Indeed, as Gira Grant notes, Greene’s real-time conversion from Trumpism to QAnon cultism was so seamless as to be scarcely noticeable—which is why she’s only become controversial after winning election to Congress. Nothing in her broader public profile differentiates her in kind from the maximum leader of today’s GOP.

Like Trump’s, Greene’s conspiratorial worldview was out in the open before she seriously sought elected office. The man whose time in the White House ended without a concession, mired in obsessions about vast voter fraud, started on his path by pushing the lie that Barack Obama was an illegitimate president. On Facebook, meanwhile, Greene went from being a Trump supporter in 2016 to a QAnon follower within a year.

At the time, QAnon’s audience was still growing, and belonging meant becoming part of a kind of citizen media cargo cult, in which news stories on Breitbart or the Daily Caller were scrutinized for proof of the new pedophile world order.
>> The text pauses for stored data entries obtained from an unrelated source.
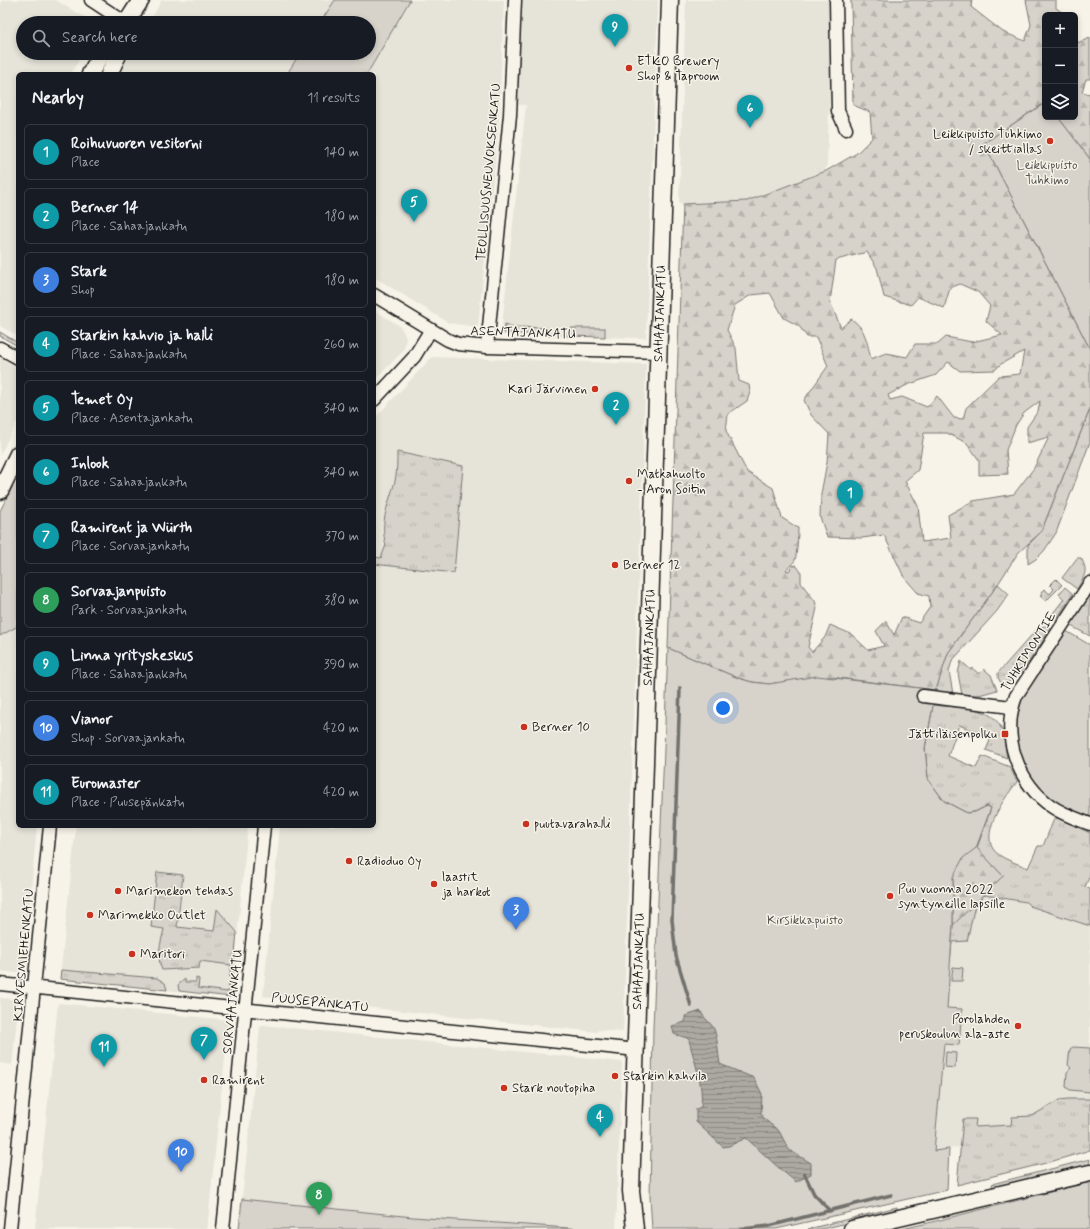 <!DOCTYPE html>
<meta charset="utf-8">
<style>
body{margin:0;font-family:Mynerve,sans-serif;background:#242831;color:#f1f3f6}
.controls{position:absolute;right:12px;top:12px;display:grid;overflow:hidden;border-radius:6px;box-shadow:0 2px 6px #0003}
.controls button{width:36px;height:36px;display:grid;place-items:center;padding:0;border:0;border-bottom:1px solid #363941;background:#171b24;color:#f1f3f6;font:20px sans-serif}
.you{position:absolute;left:723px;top:708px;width:14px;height:14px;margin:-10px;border:3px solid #fff;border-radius:50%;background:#1a73e8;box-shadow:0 0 0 6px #1a73e833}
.badge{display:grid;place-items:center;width:26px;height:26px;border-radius:50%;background:#c8321e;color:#fff;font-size:13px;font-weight:700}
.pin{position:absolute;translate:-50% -33px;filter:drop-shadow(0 1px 2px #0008)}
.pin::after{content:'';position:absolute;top:21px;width:14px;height:12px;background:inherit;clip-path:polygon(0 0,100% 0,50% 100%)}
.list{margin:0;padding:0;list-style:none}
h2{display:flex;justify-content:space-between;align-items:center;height:52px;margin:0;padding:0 16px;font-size:17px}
h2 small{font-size:13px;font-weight:400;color:#9ea1a6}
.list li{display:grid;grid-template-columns:26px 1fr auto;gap:12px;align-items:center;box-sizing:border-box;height:56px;margin:0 8px 8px;padding:0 8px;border:1px solid #363941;border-radius:6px}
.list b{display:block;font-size:15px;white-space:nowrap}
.list p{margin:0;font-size:13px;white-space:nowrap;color:#9ea1a6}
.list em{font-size:13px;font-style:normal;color:#9ea1a6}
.icon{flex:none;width:22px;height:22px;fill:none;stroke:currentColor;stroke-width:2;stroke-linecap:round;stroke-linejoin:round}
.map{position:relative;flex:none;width:1090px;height:1229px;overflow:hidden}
.search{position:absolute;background:#171b24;box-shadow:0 2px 6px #0003;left:16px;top:16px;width:360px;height:44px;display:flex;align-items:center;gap:10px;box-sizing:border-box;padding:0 14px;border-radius:22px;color:#9ea1a6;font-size:15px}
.panel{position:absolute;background:#171b24;box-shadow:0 2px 6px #0003;left:16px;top:72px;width:360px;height:756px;border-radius:6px}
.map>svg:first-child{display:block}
</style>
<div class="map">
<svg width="1090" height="1229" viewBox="0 0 1090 1229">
<defs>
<pattern id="grass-tufts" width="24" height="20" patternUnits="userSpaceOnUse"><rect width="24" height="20" fill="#d7d3cb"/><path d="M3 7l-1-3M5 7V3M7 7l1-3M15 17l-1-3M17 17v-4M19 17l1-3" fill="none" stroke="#b8b5ae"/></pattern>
<pattern id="forest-firs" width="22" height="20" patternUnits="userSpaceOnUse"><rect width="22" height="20" fill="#d7d3cb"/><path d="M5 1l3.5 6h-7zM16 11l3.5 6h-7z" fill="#b8b5ae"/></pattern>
<pattern id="water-rules" width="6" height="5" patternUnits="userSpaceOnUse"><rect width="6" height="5" fill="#aca9a2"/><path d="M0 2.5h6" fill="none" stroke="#8b8983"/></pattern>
</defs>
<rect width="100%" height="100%" fill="#f7f3e8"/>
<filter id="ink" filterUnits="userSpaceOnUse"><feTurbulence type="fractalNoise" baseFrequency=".025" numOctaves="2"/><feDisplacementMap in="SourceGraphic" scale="8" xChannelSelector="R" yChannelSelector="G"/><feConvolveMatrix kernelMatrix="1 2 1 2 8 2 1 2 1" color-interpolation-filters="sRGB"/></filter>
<g filter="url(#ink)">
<!-- built -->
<path fill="#e6e3d9" d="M3,0H55L95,23H23V53H83L71,74H18V336L0,326V5Z
M162,0H335L320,23H149Z
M410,0H504L499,121L478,327L449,323L374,277V74H367Z
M521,0H658L646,338L501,335L526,105H518Z
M686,0H833L827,165L818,190L752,206L679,203Z
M131,53H300L286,74H119Z
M374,310L400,326L406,337L405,345L403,351L374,381Z
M0,357L18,368V419L0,455Z
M432,357L646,364L623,1032L598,1030L597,1032L263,996L280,826H374V419Z
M18,626V826H37L24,963L22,970L16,973L0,971V636Z
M76,826H248L231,997L60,979Z
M1003,876L1030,906L1090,926V1121L934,1152L953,925Z
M0,998L19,1000L12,1065L0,1063Z
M58,1003L229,1020L207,1229H35Z
M263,1025L622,1062L616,1229H583L413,1217L242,1199L260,1027Z"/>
<!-- grass -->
<path fill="url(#grass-tufts)" stroke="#7a7874" d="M505,324L515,327L548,328L550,335L504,333Z
M571,328H605V337L567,336L569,330Z
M0,332L18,343V346L0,336Z
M1090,409V442L1056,533L1044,551L1036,559L1028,564V545L1041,532Z
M397,452L463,466L454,573L374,564V557L381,558L386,545C379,522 389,503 395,481C397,472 397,462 397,452Z
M1077,558H1081C1089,572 1084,576 1077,589L1062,578Z
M1056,579L1062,585L1046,601L1040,596L1042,594L1041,592L1044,589L1050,594L1054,589L1050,585Z
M998,584L1009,594L997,611L952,661L949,671L953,694L935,692L948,653Z
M1065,587L1073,594L1056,620L1050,617L1064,599L1059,594Z
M1090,593V636L1069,625Z
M1044,626L1051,628C1037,649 1025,673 1003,686L998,678V673L1037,629Z
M961,661L971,670L972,668L979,674L984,669L991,675L997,690L979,695H962L958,673Z
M933,705C954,708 991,704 1001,728C1005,736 1005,749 1007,758L986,750L991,738L959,725L948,756L976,768L982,756L1010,767L1017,782C1006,796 981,830 993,849C1000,859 1017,863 1028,868L1038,846H1043L1054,819L1058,818L1090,833V875L1085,887L1090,889V926L1030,906L1026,902L985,895L975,905L967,941L952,942L950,961L953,924L1003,876L976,848L987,806L975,812L967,813L944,801L927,779L925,748Z
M157,872L183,875L177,927L214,931L217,909L237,932L231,997L179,991L178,985L185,979V982H196V978L199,979L198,988L228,992L231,965L200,961L199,968L162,970C156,957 161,942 164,929L151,927Z
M61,970L157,978L165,983L167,990L60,979Z
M1068,1099H1090V1150L1050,1162L957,1185L963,1119H976L975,1127L1011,1125L1012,1117L1032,1116L1059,1100Z
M1090,1159L1089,1165L993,1188L992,1184Z
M897,1207V1211L822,1229H808Z"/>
<!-- forest -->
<path fill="url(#forest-firs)" stroke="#7a7874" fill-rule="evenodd" d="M851,0H972L971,7L1003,32L1025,41L1031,25L1026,0H1056V8L1066,15H1045V103L984,143L1090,349V409L1041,532L1018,553L998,584L948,653L936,690L831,677L769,684L752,682L738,678L668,648L683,204L747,201L826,171L857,153L872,138L870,112L853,105ZM867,252L877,268L884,297L911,305L918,297L944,308L950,288L960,284L978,292L990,306L986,321L1002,335L972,342L946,337L938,344H915L907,357L886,353L871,359C867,343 866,328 851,319L841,328L830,302L836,260ZM770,293L784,318L799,326L807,337H816L828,366L804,400L811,415L829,434L827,462L821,494L820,517L827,537L862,538L884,535L904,577L918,593L929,596L930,607L919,623L902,617L894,635L886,621L876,631L884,646L868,650L851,634L830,625L825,637L812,652L808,647L817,608L815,601L801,583V572L796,565L792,566L789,571L786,570C788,567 794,563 795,560C797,555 798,534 798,528L782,518L773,488L747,472L726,431L728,414L747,401L750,392L749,385L739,381L736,348L727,330L735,305L751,295ZM1024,351L1020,374L999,376L966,408L963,419L954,418L937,396L927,407L902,397L890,400L888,395L907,385L936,375L948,362L960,371L995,370L1001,364ZM1040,401L1038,411L1027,427V443L1049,437L1034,468L1014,494L973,501L948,515L951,538L922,542L918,506L905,481L918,470L924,433H947L967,443L979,460V475L1008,474L1006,450L1016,425L1024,413Z
M1075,30L1077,43L1090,38V79H1086L1082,92L1090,94V159L1058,117H1075Z
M932,711L925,748L928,779L944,801L967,813L975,812L987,806L991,808L977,848L1003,876L953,925V877L899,738Z"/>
<!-- park -->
<path fill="#d7d3cb" stroke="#7a7874" d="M335,0H410L367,74H287L300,53H369V23H320Z
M1045,103V117H1058L1090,159V349L984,143Z
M18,475V626L0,636V511Z
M1066,631L1090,645V819C1080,814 1069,810 1060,805C1020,782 1007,735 1024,694C1033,671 1052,651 1066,631Z
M668,648L738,678L752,682L769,684L817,676L936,690L925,748L928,779L944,801L967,813L975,812L987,806L991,808L976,848L963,858L953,877V925L947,1008L962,1009L959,1045L944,1044L934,1151L949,1149L947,1190L776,1229H652L650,1197L653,1028Z
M953,967L963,968L962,981H951Z
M1073,1047L1090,1048V1092L1070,1090L1066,1087L1067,1072L1071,1068L1068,1065L1070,1049Z
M946,1052L956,1053L955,1068L945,1067Z
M1090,1182V1229H902L928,1223Z
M242,1199L413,1217L583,1229H239Z"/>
<!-- water -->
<path fill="url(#water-rules)" stroke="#72716c" d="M701,1011C703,1019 713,1023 715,1032C718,1041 718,1054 720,1064L754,1078L762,1094L761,1113L763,1118L779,1131L789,1150L811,1163V1174L796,1182L780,1169L746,1138L729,1146L723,1147L696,1122V1109L701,1107C704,1084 694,1062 689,1040L687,1038L674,1034L672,1026L685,1022V1016Z"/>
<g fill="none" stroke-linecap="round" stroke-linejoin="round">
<!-- stream -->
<path stroke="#72716c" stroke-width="3.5" d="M680,688L672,920L676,956L691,1006
M804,1173L814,1194L830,1211
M741,1229L769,1226L891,1195"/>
<defs>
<path id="street" d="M91,0L126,23
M836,0L838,111L846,129
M374,295L448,340L458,344L487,347L660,352
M487,347L510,115L515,0
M0,348L18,358
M374,400L414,357L430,331
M1090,583L1016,696C1001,735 1017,782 1051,806C1062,814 1077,819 1090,824
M923,696L1011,707
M0,984L637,1050
M10,1229L50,826
M223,1229L264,826"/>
<g id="secondary">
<path d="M126,23L141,0"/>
<path d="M90,74L102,53"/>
<path d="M109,74L119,53"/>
<path d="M0,491L18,454"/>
<path id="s1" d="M635,1229L631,1191L670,0"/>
<path d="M852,1229L1090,1173"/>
</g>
</defs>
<!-- street casing -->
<use href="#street" stroke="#1c1c1c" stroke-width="15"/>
<!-- secondary casing -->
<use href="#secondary" stroke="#1c1c1c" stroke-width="19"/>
<!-- street -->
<use href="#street" stroke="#f7f3e8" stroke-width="12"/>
<!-- secondary -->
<use href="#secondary" stroke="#f7f3e8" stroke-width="16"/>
</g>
</g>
<!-- markers -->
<g fill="#c8321e" stroke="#f7f3e8" stroke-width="1.5">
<circle cx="629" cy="68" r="4"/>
<circle cx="1050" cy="141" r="4"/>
<circle cx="595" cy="389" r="4"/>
<circle cx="629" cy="481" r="4"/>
<circle cx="615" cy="565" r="4"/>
<circle cx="524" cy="727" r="4"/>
<rect x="1001" y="730" width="8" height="8" rx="2"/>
<circle cx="526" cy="824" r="4"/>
<circle cx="349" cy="861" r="4"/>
<circle cx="434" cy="884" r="4"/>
<circle cx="118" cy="891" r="4"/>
<circle cx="890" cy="896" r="4"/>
<circle cx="90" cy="915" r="4"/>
<circle cx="132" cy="954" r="4"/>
<circle cx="1018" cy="1026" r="4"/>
<circle cx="615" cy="1076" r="4"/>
<circle cx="204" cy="1080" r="4"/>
<circle cx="504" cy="1088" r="4"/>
</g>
<g text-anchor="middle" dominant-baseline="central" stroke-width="3" stroke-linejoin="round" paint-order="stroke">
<!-- poi labels -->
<g font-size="13" fill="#1c1c1c" stroke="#f7f3e8" text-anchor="start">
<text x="637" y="61">ETKO Brewery<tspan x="637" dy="15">Shop &amp; Taproom</tspan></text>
<text x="1042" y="134" text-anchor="end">Leikkipuisto Tuhkimo<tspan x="1042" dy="15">/ skeittiallas</tspan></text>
<text x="587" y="389" text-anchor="end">Kari Järvinen</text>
<text x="637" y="474">Matkahuolto<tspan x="637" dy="15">- Aron Soitin</tspan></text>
<text x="623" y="565">Berner 12</text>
<text x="532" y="727">Berner 10</text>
<text x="997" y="734" text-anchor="end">Jättiläisenpolku</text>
<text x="534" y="824">puutavarahalli</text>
<text x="357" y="861">Radioduo Oy</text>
<text x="442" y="877">laastit<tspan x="442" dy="15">ja harkot</tspan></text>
<text x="898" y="889">Puu vuonna 2022<tspan x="898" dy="15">syntyneille lapsille</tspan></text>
<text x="126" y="891">Marimekon tehdas</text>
<text x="98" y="915">Marimekko Outlet</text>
<text x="140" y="954">Maritori</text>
<text x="1010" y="1019" text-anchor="end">Porolahden<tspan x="1010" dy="15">peruskoulun ala-aste</tspan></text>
<text x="623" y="1076">Starkin kahvila</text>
<text x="212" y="1080">Ramirent</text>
<text x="512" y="1088">Stark noutopiha</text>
</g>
<!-- park labels -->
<g font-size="13" fill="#545351" stroke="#f7f3e8">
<text x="1047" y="165">Leikkipuisto<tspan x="1047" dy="15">Tuhkimo</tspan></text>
<text x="805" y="920">Kirsikkapuisto</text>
</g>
<!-- street labels -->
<g font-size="13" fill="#1c1c1c" stroke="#f7f3e8">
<text transform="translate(489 172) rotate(-85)">TEOLLISUUSNEUVOKSENKATU</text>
<text stroke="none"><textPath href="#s1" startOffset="916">SAHAAJANKATU</textPath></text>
<text transform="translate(523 333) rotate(2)">ASENTAJANKATU</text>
<text stroke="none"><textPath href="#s1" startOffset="592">SAHAAJANKATU</textPath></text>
<text transform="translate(1029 652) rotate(-58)">TUHKIMONTIE</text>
<text transform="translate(24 955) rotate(-85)">KIRVESMIEHENKATU</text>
<text stroke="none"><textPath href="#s1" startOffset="268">SAHAAJANKATU</textPath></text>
<text transform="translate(233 1002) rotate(-84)">SORVAAJANKATU</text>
<text transform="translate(320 1003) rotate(6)">PUUSEPÄNKATU</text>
</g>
</g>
</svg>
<div class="controls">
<button>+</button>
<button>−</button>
<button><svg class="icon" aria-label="layers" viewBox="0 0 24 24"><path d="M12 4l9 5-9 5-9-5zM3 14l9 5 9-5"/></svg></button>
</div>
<div class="you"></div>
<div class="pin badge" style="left:850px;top:513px;background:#0f9aa8">1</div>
<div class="pin badge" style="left:616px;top:425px;background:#0f9aa8">2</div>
<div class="pin badge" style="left:516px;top:930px;background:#3f7fe0">3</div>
<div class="pin badge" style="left:600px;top:1137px;background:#0f9aa8">4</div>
<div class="pin badge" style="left:414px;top:222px;background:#0f9aa8">5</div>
<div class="pin badge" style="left:750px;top:128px;background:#0f9aa8">6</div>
<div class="pin badge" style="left:204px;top:1060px;background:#0f9aa8">7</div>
<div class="pin badge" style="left:319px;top:1215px;background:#2e9e5b">8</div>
<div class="pin badge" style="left:615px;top:47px;background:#0f9aa8">9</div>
<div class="pin badge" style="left:181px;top:1172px;background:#3f7fe0">10</div>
<div class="pin badge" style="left:104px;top:1067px;background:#0f9aa8">11</div>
<div class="search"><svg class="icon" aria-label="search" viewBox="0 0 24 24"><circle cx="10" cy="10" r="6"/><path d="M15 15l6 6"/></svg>Search here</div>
<section class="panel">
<h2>Nearby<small>11 results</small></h2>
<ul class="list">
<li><span class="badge" style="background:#0f9aa8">1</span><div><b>Roihuvuoren vesitorni</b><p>Place</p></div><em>140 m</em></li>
<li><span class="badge" style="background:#0f9aa8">2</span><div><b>Berner 14</b><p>Place · Sahaajankatu</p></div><em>180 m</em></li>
<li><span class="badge" style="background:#3f7fe0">3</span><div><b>Stark</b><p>Shop</p></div><em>180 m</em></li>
<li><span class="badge" style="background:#0f9aa8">4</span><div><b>Starkin kahvio ja halli</b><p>Place · Sahaajankatu</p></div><em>260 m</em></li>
<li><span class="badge" style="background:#0f9aa8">5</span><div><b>Temet Oy</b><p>Place · Asentajankatu</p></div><em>340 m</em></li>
<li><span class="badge" style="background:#0f9aa8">6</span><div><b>Inlook</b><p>Place · Sahaajankatu</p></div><em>340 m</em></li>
<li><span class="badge" style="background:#0f9aa8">7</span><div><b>Ramirent ja Würth</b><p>Place · Sorvaajankatu</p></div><em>370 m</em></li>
<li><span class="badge" style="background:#2e9e5b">8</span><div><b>Sorvaajanpuisto</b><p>Park · Sorvaajankatu</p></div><em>380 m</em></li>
<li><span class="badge" style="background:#0f9aa8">9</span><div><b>Linna yrityskeskus</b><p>Place · Sahaajankatu</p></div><em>390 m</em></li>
<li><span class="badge" style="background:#3f7fe0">10</span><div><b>Vianor</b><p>Shop · Sorvaajankatu</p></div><em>420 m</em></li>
<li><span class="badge" style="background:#0f9aa8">11</span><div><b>Euromaster</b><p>Place · Puusepänkatu</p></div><em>420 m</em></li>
</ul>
</section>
</div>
Greene was then a blogger, as Brandy Zadrozny at NBC News reported in June, responsible for posts like “MUST READ—Democratic Party Involved With Child Sex, Satanism, and The Occult,” which rounded up far-right news sites doing their own dubious aggregating, giving Greene the fodder to connect the dots from anti-abortion legislation, the Satanic Temple, D.C. society power couples, John Podesta, Backpage.com, Hillary Clinton, and Jeffrey Epstein. The site where Green blogged, AmericanTruthSeekers.com, may have been a few rungs below those others on which it relied for content. But Greene had become part of the same media circuit, transforming local journalism into truth-shredding right-wing website fodder and again into headlines to drive traffic from Facebook back to those websites. And from there, perhaps to Fox News. (And eventually, from the president’s indiscriminate mouth.) 

So far from being persona non grata, Marjorie Taylor Greene is the culmination of five decades’ worth of racist demagogy, culture-war fanaticism, and opportunistic conspiracy-mongering in the modern American right. And Kevin McCarthy knows that he’s more likely to regain a majority by indulging all the ugly, anti-democratic, and increasingly terrorist right-wing faction that he prefers to think of as the party’s “movement base.” After all, the man’s a moral imbecile, but, in matters of political calculation at least, he’s no fool.